Your poster should include the following:
A succinct title that clearly identifies the focus of your poster (Marking Criterion 1).
A summary that provides an overview of the key findings of your analysis (Marking Criterion 1). This may be positioned at either the beginning (as an abstract) or the end of your poster.
An introduction that clearly states the focus of your poster, provides a rationale for your focus, and places the selected product(s) (family, type, or specific) within its socio-economic and consumerist context (Marking Criterion 2).
A section that presents an analysis of the sustainability impacts across the full life cycle of the product(s) (family, type or specific), including consideration of the implications of these impacts (Marking Criterion 3).
A section that critically evaluates current practice in the (un)sustainable production and consumption of the product (family, type or specific) (Marking Criterion 4).
A section that makes appropriate recommendation(s) regarding how the sustainability of the product (family, type or specific) could be improved, identifying any potential challenges and how they might be overcome (Marking Criterion 5).
A reference list in the Harvard referencing style (Marking Criterion 1).

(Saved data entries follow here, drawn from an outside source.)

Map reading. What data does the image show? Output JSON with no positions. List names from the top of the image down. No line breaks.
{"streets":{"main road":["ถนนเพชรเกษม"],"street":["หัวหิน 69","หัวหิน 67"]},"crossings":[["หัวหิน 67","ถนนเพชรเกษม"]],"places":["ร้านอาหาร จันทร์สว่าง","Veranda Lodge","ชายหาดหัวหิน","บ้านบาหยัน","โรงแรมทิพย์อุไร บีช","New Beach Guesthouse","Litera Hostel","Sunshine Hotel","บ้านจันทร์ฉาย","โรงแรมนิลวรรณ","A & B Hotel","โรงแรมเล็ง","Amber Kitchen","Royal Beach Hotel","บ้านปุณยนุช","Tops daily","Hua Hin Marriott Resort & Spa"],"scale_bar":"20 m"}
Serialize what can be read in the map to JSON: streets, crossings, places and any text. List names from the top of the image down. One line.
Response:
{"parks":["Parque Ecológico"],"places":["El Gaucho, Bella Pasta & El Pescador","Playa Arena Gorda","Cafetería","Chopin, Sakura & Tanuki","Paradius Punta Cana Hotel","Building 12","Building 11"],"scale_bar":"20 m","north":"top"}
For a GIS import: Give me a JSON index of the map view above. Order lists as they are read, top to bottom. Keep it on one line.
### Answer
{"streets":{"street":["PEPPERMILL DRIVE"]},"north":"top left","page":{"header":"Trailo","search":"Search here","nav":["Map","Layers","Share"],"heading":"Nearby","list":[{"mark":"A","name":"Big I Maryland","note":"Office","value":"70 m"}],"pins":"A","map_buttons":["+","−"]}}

In identifying and considering the implications of life cycle impacts, evaluating current practice, and making recommendations for improvement, you could consider issues such as government policy, public relations, brand image, marketing, financial or environmental costs and benefits, human rights, technological resources, organisational structures and processes, organisational cultures and models of business, or consumer behaviour. Please note this is neither a prescriptive nor an exhaustive list.
The design of your poster
Your poster should be clearly organised and easy to follow. It should also be visually appealing with an appropriate balance of effective text and original graphics (figures, tables, schematics etc.). You should present as much information as possible in graphical form, with ~50% of the space occupied by main body text. Note that at the required font size of 20-24 point this equates to around 550-800 words of main body text. You should also adhere to the design guidance given below (Marking Criterion 1).
• A1 in size (either portrait or landscape orientation)
• Include your student ID number but NOT your name
• Prepared using an appropriate software package (e.g. PowerPoint or CorelDraw)
• The poster title, section headings and sub-section headings should be in bold font and may employ either a sans serif (e.g. Arial, Calibri) or serif typeface (e.g. Times New Roman, Garamond). The poster title should be in 72 point, section headings should be a minimum of 36 point, and sub-section headings a minimum of 24 point.
• The main body text should be a sans serif typeface (e.g. Arial, Calibri) in 20 to 24 point and left justified.
• The reference list text may be either a sans serif or serif typeface and should be a minimum of 14 point.
• Use bold type for emphasis sparingly. Only use italics where required (e.g. latin terms, and as required in Harvard referencing). Avoid using shadow or 3-D effects on either text or figures. Do not underline any text.